Though it’s been described as an alternative to the Whitney Biennial, Ms. Finley said she conceived the Every Woman to supplement, not negate. Her aim was to lift up women in the art world, especially talented ones who are in a midcareer plateau, perhaps assisting better-known artists, raising children or otherwise not as focused on exhibitions. She scouted people on Instagram and did not charge a fee to apply, rare in the festival world. And there are art stars in her show, like Mickalene Thomas and Marilyn Minter, who are veterans of the Whitney.

Ms. Finley is also fairly loose about defining “every woman.” “I say, ‘if you’re making work from a divine feminine place, send it over,’” she said. “We have a 13-year-old trans girl from Colorado with a GenderCool project,” an initiative to tell transgender young people’s stories. In the first year, she added, the exhibition featured “an 89-year-old artist from New York City that I happened to find. Part of the ethos of this is to be really inclusive and really loving, so people can feel comfortable here.”

In curating, she had only two rules: no hate, and no headless women. “I don’t want a nude body with her head cut off in the show,” she said. (There is also blissfully little Trump art.)

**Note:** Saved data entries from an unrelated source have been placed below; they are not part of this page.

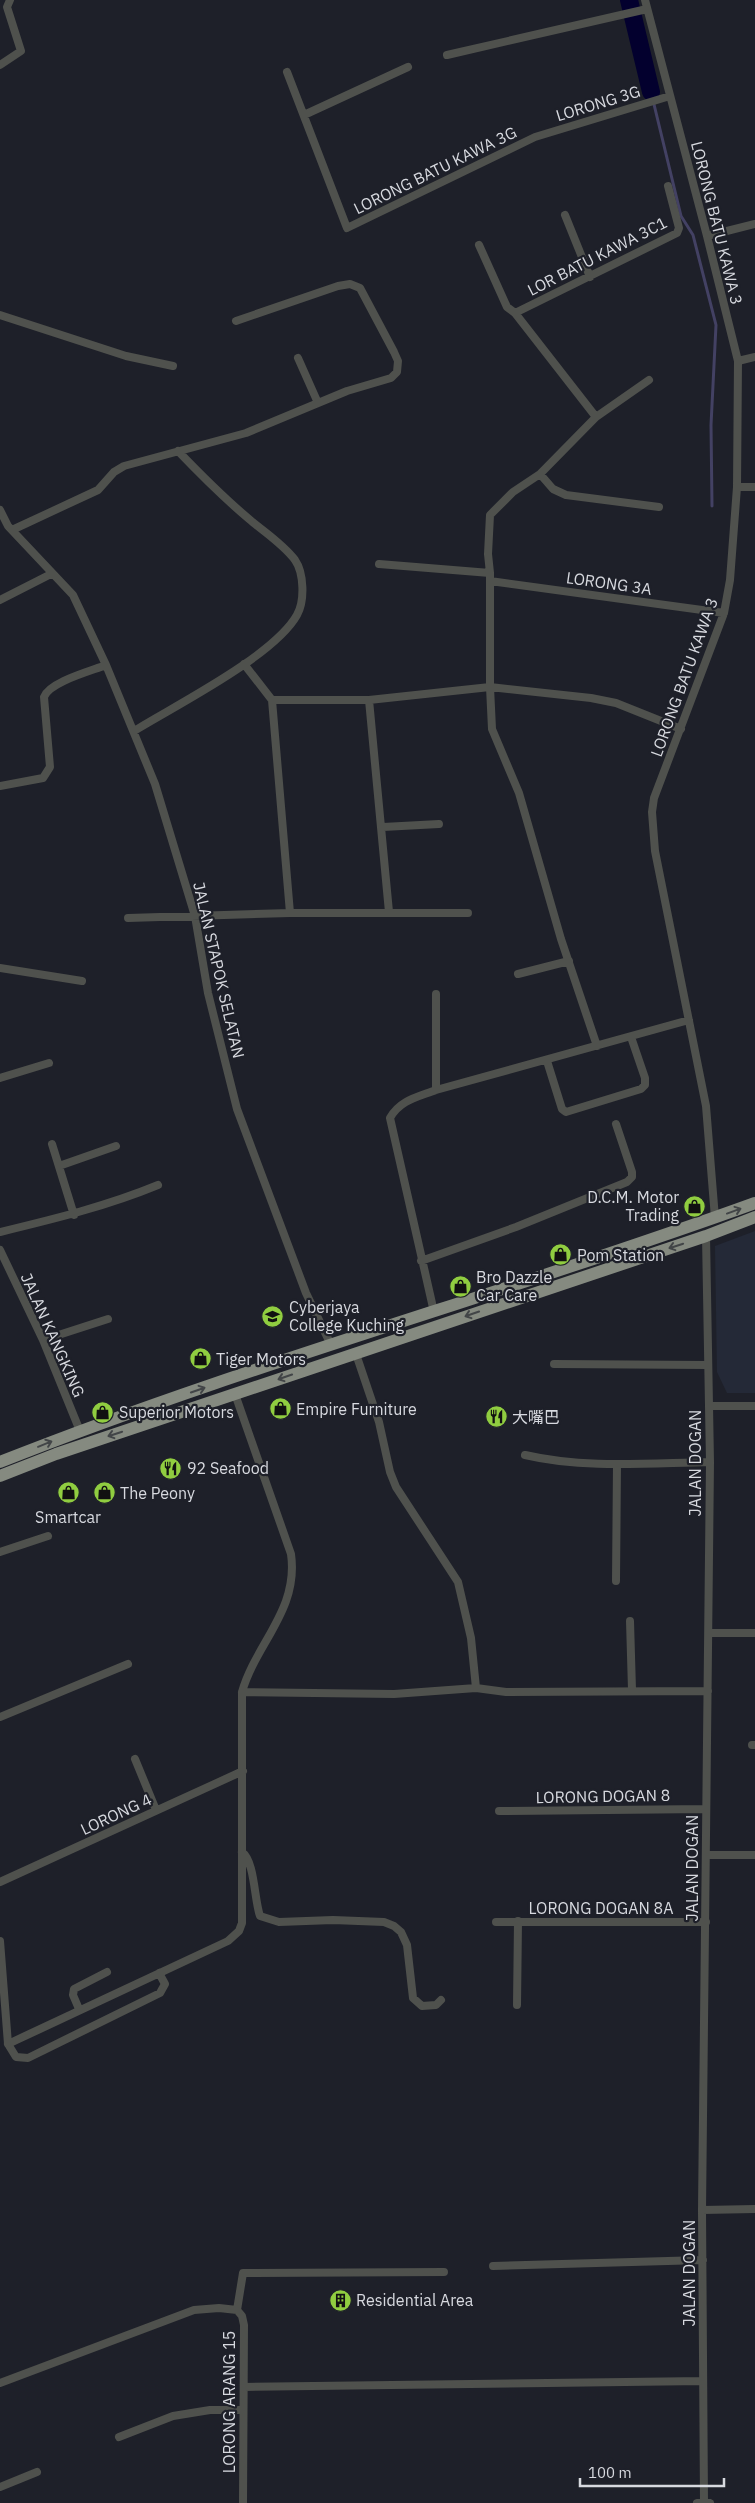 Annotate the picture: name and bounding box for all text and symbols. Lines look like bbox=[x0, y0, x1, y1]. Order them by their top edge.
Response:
street label: LORONG 3G bbox=[553, 81, 643, 125]
street label: LORONG BATU KAWA 3G bbox=[350, 122, 520, 218]
street label: LORONG BATU KAWA 3 bbox=[687, 139, 747, 307]
street label: LOR BATU KAWA 3C1 bbox=[524, 212, 670, 300]
street label: LORONG 3A bbox=[565, 567, 653, 599]
street label: LORONG BATU KAWA 3 bbox=[646, 595, 722, 759]
street label: JALAN STAPOK SELATAN bbox=[189, 880, 249, 1060]
place label: D.C.M. Motor Trading bbox=[587, 1187, 680, 1225]
shop icon: D.C.M. Motor Trading bbox=[683, 1194, 707, 1218]
one-way arrow bbox=[726, 1206, 741, 1215]
one-way arrow bbox=[669, 1241, 685, 1251]
shop icon: Pom Station bbox=[549, 1243, 573, 1267]
place label: Pom Station bbox=[577, 1245, 664, 1265]
place label: Bro Dazzle Car Care bbox=[476, 1267, 552, 1305]
street label: JALAN KANGKING bbox=[17, 1270, 89, 1400]
shop icon: Bro Dazzle Car Care bbox=[448, 1274, 472, 1298]
place label: Cyberjaya College Kuching bbox=[289, 1297, 405, 1335]
school or university icon: Cyberjaya College Kuching bbox=[261, 1304, 285, 1328]
one-way arrow bbox=[465, 1310, 481, 1319]
shop icon: Tiger Motors bbox=[188, 1347, 212, 1371]
place label: Tiger Motors bbox=[216, 1349, 306, 1369]
one-way arrow bbox=[278, 1373, 294, 1382]
one-way arrow bbox=[190, 1385, 206, 1394]
shop icon: Empire Furniture bbox=[268, 1397, 292, 1421]
place label: Empire Furniture bbox=[296, 1399, 417, 1419]
shop icon: Superior Motors bbox=[91, 1400, 115, 1424]
place label: Superior Motors bbox=[119, 1402, 234, 1422]
restaurant icon: 大嘴巴 bbox=[484, 1405, 508, 1429]
place label: 大嘴巴 bbox=[512, 1407, 560, 1427]
street label: JALAN DOGAN bbox=[685, 1410, 705, 1516]
one-way arrow bbox=[107, 1430, 123, 1440]
one-way arrow bbox=[37, 1439, 52, 1448]
restaurant icon: 92 Seafood bbox=[159, 1456, 183, 1480]
place label: 92 Seafood bbox=[187, 1458, 269, 1478]
shop icon: Smartcar bbox=[56, 1481, 80, 1505]
shop icon: The Peony bbox=[92, 1481, 116, 1505]
place label: The Peony bbox=[120, 1483, 195, 1503]
place label: Smartcar bbox=[35, 1507, 101, 1527]
street label: LORONG DOGAN 8 bbox=[536, 1785, 670, 1807]
street label: LORONG 4 bbox=[77, 1789, 155, 1839]
street label: JALAN DOGAN bbox=[682, 1815, 702, 1921]
street label: LORONG DOGAN 8A bbox=[529, 1898, 673, 1918]
street label: JALAN DOGAN bbox=[679, 2220, 699, 2326]
building icon: Residential Area bbox=[328, 2288, 352, 2312]
place label: Residential Area bbox=[356, 2290, 474, 2310]
street label: LORONG ARANG 15 bbox=[219, 2331, 239, 2473]
scale bar bbox=[580, 2456, 724, 2488]
text: 100 m bbox=[588, 2463, 632, 2482]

When she heard about the exhibition, Ms. Minter, 70 — the “nasty woman” of contemporary feminist art, as a recent Times review put it — was quick to participate. She sent over an inkjet print from her “Plush” series, with close-up, luxe images of pubic hair — created because, she said, “it seems to be disappearing. And it’s not at all in art history.”

Ms. Thomas, a friend of Ms. Finley’s since their days as Pratt students, provided Racquel Come to Me Two,” a collaged print of her partner in what she called an empowering pose, one that represented to her the biennial’s — and Ms. Finley’s — mission. “Even as an undergrad, she was putting on shows and curating and definitely spearheading conversations,” Ms. Thomas, 48, said. “She was definitely a leader, and one who was about mentorship and supporting other artists.”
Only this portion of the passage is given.